▶ [Your task]: The answer should consist of all the records, copied exactly.

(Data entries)
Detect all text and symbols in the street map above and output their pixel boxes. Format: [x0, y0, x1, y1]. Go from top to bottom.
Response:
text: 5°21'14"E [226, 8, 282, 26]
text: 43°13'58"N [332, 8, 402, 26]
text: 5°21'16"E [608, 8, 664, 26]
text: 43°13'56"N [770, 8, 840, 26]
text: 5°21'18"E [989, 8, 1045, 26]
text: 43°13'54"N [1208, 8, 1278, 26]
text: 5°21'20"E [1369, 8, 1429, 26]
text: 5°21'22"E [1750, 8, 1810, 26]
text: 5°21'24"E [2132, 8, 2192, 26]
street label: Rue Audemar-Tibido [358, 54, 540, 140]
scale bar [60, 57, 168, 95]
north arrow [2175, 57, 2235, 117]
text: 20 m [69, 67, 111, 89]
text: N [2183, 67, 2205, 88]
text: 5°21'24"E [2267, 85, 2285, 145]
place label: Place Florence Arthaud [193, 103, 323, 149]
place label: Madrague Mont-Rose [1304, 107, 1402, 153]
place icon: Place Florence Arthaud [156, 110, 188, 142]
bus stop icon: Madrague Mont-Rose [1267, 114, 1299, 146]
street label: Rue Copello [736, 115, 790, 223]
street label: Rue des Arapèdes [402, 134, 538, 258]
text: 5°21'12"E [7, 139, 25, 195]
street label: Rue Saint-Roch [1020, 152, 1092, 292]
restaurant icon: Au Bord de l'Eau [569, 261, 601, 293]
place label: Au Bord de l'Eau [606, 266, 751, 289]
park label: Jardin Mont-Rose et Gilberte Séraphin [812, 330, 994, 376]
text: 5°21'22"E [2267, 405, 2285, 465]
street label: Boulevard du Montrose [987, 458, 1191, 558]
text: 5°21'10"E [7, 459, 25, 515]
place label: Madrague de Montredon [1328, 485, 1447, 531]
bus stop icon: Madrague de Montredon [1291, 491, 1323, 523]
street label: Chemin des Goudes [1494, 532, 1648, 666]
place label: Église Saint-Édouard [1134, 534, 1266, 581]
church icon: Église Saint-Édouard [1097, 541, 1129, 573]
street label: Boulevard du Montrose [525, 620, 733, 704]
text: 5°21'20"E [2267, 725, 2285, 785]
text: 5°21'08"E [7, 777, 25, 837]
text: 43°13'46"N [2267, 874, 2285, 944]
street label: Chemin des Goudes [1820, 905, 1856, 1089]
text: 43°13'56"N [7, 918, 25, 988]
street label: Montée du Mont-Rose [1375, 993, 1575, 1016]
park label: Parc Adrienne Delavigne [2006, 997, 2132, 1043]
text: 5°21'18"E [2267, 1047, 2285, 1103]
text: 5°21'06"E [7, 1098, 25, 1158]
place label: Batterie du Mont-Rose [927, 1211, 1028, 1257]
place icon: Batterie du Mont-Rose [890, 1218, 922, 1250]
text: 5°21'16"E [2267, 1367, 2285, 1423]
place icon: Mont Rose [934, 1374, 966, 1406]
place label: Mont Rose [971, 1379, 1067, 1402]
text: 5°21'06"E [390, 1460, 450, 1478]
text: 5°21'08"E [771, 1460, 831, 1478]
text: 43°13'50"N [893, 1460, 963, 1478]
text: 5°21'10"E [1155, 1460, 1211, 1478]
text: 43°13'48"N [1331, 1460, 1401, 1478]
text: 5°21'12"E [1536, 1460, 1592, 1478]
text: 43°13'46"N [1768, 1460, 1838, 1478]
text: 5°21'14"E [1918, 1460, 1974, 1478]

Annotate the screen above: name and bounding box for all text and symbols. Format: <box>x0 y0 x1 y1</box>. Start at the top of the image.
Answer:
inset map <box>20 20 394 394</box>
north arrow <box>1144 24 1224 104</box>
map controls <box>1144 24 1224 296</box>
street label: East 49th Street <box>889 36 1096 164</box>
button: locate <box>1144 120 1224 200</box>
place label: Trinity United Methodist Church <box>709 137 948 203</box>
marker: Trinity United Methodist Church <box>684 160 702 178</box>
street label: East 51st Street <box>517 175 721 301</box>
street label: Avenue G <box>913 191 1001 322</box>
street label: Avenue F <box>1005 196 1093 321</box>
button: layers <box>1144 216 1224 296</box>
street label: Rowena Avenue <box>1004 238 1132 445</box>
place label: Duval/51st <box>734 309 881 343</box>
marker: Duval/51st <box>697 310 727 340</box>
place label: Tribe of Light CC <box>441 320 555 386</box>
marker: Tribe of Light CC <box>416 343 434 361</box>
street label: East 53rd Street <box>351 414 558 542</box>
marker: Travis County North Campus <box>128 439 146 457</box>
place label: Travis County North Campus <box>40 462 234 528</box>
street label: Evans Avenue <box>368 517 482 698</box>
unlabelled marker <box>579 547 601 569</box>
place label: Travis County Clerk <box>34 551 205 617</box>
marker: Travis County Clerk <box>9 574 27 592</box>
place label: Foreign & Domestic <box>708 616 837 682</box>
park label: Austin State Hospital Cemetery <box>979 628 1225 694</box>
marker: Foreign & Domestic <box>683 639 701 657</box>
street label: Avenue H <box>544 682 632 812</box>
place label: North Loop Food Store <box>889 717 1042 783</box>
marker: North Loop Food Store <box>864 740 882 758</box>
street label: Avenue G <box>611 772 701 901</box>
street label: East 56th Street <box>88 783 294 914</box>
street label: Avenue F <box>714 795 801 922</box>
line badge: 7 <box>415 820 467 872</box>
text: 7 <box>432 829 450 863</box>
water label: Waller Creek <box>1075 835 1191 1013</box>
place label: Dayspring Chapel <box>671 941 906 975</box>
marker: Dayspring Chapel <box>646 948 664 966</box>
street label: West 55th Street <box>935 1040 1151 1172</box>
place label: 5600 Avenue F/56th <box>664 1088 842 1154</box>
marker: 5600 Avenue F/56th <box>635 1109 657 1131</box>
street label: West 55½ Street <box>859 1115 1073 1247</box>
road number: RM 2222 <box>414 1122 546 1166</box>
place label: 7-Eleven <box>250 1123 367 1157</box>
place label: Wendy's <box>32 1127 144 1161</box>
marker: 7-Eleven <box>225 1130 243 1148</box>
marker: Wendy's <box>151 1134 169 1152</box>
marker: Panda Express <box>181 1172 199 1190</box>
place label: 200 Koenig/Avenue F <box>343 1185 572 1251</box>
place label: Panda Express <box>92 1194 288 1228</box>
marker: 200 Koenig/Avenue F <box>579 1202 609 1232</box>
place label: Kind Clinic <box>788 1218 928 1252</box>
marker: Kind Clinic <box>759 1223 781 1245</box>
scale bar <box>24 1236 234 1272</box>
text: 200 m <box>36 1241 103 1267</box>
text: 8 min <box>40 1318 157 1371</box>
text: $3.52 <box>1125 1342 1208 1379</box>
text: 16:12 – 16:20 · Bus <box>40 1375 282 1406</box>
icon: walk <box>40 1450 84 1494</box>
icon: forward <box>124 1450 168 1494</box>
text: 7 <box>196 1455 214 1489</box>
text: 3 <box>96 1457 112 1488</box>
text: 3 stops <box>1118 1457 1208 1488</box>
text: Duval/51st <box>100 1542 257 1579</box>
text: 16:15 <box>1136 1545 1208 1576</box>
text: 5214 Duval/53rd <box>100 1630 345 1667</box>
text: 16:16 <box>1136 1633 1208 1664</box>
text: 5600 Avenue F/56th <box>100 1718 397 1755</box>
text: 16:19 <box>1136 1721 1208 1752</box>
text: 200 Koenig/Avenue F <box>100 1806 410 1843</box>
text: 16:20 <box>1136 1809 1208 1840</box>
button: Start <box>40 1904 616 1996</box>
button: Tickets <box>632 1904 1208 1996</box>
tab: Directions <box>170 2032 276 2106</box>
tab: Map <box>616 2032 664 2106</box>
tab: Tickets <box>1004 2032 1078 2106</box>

▶ [The completed task]:
Detect all text and symbols in the street map above and output their pixel boxes. Format: [x0, y0, x1, y1]. Go from top to bottom.
Response:
text: 5°21'14"E [226, 8, 282, 26]
text: 43°13'58"N [332, 8, 402, 26]
text: 5°21'16"E [608, 8, 664, 26]
text: 43°13'56"N [770, 8, 840, 26]
text: 5°21'18"E [989, 8, 1045, 26]
text: 43°13'54"N [1208, 8, 1278, 26]
text: 5°21'20"E [1369, 8, 1429, 26]
text: 5°21'22"E [1750, 8, 1810, 26]
text: 5°21'24"E [2132, 8, 2192, 26]
street label: Rue Audemar-Tibido [358, 54, 540, 140]
scale bar [60, 57, 168, 95]
north arrow [2175, 57, 2235, 117]
text: 20 m [69, 67, 111, 89]
text: N [2183, 67, 2205, 88]
text: 5°21'24"E [2267, 85, 2285, 145]
place label: Place Florence Arthaud [193, 103, 323, 149]
place label: Madrague Mont-Rose [1304, 107, 1402, 153]
place icon: Place Florence Arthaud [156, 110, 188, 142]
bus stop icon: Madrague Mont-Rose [1267, 114, 1299, 146]
street label: Rue Copello [736, 115, 790, 223]
street label: Rue des Arapèdes [402, 134, 538, 258]
text: 5°21'12"E [7, 139, 25, 195]
street label: Rue Saint-Roch [1020, 152, 1092, 292]
restaurant icon: Au Bord de l'Eau [569, 261, 601, 293]
place label: Au Bord de l'Eau [606, 266, 751, 289]
park label: Jardin Mont-Rose et Gilberte Séraphin [812, 330, 994, 376]
text: 5°21'22"E [2267, 405, 2285, 465]
street label: Boulevard du Montrose [987, 458, 1191, 558]
text: 5°21'10"E [7, 459, 25, 515]
place label: Madrague de Montredon [1328, 485, 1447, 531]
bus stop icon: Madrague de Montredon [1291, 491, 1323, 523]
street label: Chemin des Goudes [1494, 532, 1648, 666]
place label: Église Saint-Édouard [1134, 534, 1266, 581]
church icon: Église Saint-Édouard [1097, 541, 1129, 573]
street label: Boulevard du Montrose [525, 620, 733, 704]
text: 5°21'20"E [2267, 725, 2285, 785]
text: 5°21'08"E [7, 777, 25, 837]
text: 43°13'46"N [2267, 874, 2285, 944]
street label: Chemin des Goudes [1820, 905, 1856, 1089]
text: 43°13'56"N [7, 918, 25, 988]
street label: Montée du Mont-Rose [1375, 993, 1575, 1016]
park label: Parc Adrienne Delavigne [2006, 997, 2132, 1043]
text: 5°21'18"E [2267, 1047, 2285, 1103]
text: 5°21'06"E [7, 1098, 25, 1158]
place label: Batterie du Mont-Rose [927, 1211, 1028, 1257]
place icon: Batterie du Mont-Rose [890, 1218, 922, 1250]
text: 5°21'16"E [2267, 1367, 2285, 1423]
place icon: Mont Rose [934, 1374, 966, 1406]
place label: Mont Rose [971, 1379, 1067, 1402]
text: 5°21'06"E [390, 1460, 450, 1478]
text: 5°21'08"E [771, 1460, 831, 1478]
text: 43°13'50"N [893, 1460, 963, 1478]
text: 5°21'10"E [1155, 1460, 1211, 1478]
text: 43°13'48"N [1331, 1460, 1401, 1478]
text: 5°21'12"E [1536, 1460, 1592, 1478]
text: 43°13'46"N [1768, 1460, 1838, 1478]
text: 5°21'14"E [1918, 1460, 1974, 1478]

Annotate the screen above: name and bounding box for all text and symbols. Format: <box>x0 y0 x1 y1</box>. Start at the top of the image.
Answer:
inset map <box>20 20 394 394</box>
north arrow <box>1144 24 1224 104</box>
map controls <box>1144 24 1224 296</box>
street label: East 49th Street <box>889 36 1096 164</box>
button: locate <box>1144 120 1224 200</box>
place label: Trinity United Methodist Church <box>709 137 948 203</box>
marker: Trinity United Methodist Church <box>684 160 702 178</box>
street label: East 51st Street <box>517 175 721 301</box>
street label: Avenue G <box>913 191 1001 322</box>
street label: Avenue F <box>1005 196 1093 321</box>
button: layers <box>1144 216 1224 296</box>
street label: Rowena Avenue <box>1004 238 1132 445</box>
place label: Duval/51st <box>734 309 881 343</box>
marker: Duval/51st <box>697 310 727 340</box>
place label: Tribe of Light CC <box>441 320 555 386</box>
marker: Tribe of Light CC <box>416 343 434 361</box>
street label: East 53rd Street <box>351 414 558 542</box>
marker: Travis County North Campus <box>128 439 146 457</box>
place label: Travis County North Campus <box>40 462 234 528</box>
street label: Evans Avenue <box>368 517 482 698</box>
unlabelled marker <box>579 547 601 569</box>
place label: Travis County Clerk <box>34 551 205 617</box>
marker: Travis County Clerk <box>9 574 27 592</box>
place label: Foreign & Domestic <box>708 616 837 682</box>
park label: Austin State Hospital Cemetery <box>979 628 1225 694</box>
marker: Foreign & Domestic <box>683 639 701 657</box>
street label: Avenue H <box>544 682 632 812</box>
place label: North Loop Food Store <box>889 717 1042 783</box>
marker: North Loop Food Store <box>864 740 882 758</box>
street label: Avenue G <box>611 772 701 901</box>
street label: East 56th Street <box>88 783 294 914</box>
street label: Avenue F <box>714 795 801 922</box>
line badge: 7 <box>415 820 467 872</box>
text: 7 <box>432 829 450 863</box>
water label: Waller Creek <box>1075 835 1191 1013</box>
place label: Dayspring Chapel <box>671 941 906 975</box>
marker: Dayspring Chapel <box>646 948 664 966</box>
street label: West 55th Street <box>935 1040 1151 1172</box>
place label: 5600 Avenue F/56th <box>664 1088 842 1154</box>
marker: 5600 Avenue F/56th <box>635 1109 657 1131</box>
street label: West 55½ Street <box>859 1115 1073 1247</box>
road number: RM 2222 <box>414 1122 546 1166</box>
place label: 7-Eleven <box>250 1123 367 1157</box>
place label: Wendy's <box>32 1127 144 1161</box>
marker: 7-Eleven <box>225 1130 243 1148</box>
marker: Wendy's <box>151 1134 169 1152</box>
marker: Panda Express <box>181 1172 199 1190</box>
place label: 200 Koenig/Avenue F <box>343 1185 572 1251</box>
place label: Panda Express <box>92 1194 288 1228</box>
marker: 200 Koenig/Avenue F <box>579 1202 609 1232</box>
place label: Kind Clinic <box>788 1218 928 1252</box>
marker: Kind Clinic <box>759 1223 781 1245</box>
scale bar <box>24 1236 234 1272</box>
text: 200 m <box>36 1241 103 1267</box>
text: 8 min <box>40 1318 157 1371</box>
text: $3.52 <box>1125 1342 1208 1379</box>
text: 16:12 – 16:20 · Bus <box>40 1375 282 1406</box>
icon: walk <box>40 1450 84 1494</box>
icon: forward <box>124 1450 168 1494</box>
text: 7 <box>196 1455 214 1489</box>
text: 3 <box>96 1457 112 1488</box>
text: 3 stops <box>1118 1457 1208 1488</box>
text: Duval/51st <box>100 1542 257 1579</box>
text: 16:15 <box>1136 1545 1208 1576</box>
text: 5214 Duval/53rd <box>100 1630 345 1667</box>
text: 16:16 <box>1136 1633 1208 1664</box>
text: 5600 Avenue F/56th <box>100 1718 397 1755</box>
text: 16:19 <box>1136 1721 1208 1752</box>
text: 200 Koenig/Avenue F <box>100 1806 410 1843</box>
text: 16:20 <box>1136 1809 1208 1840</box>
button: Start <box>40 1904 616 1996</box>
button: Tickets <box>632 1904 1208 1996</box>
tab: Directions <box>170 2032 276 2106</box>
tab: Map <box>616 2032 664 2106</box>
tab: Tickets <box>1004 2032 1078 2106</box>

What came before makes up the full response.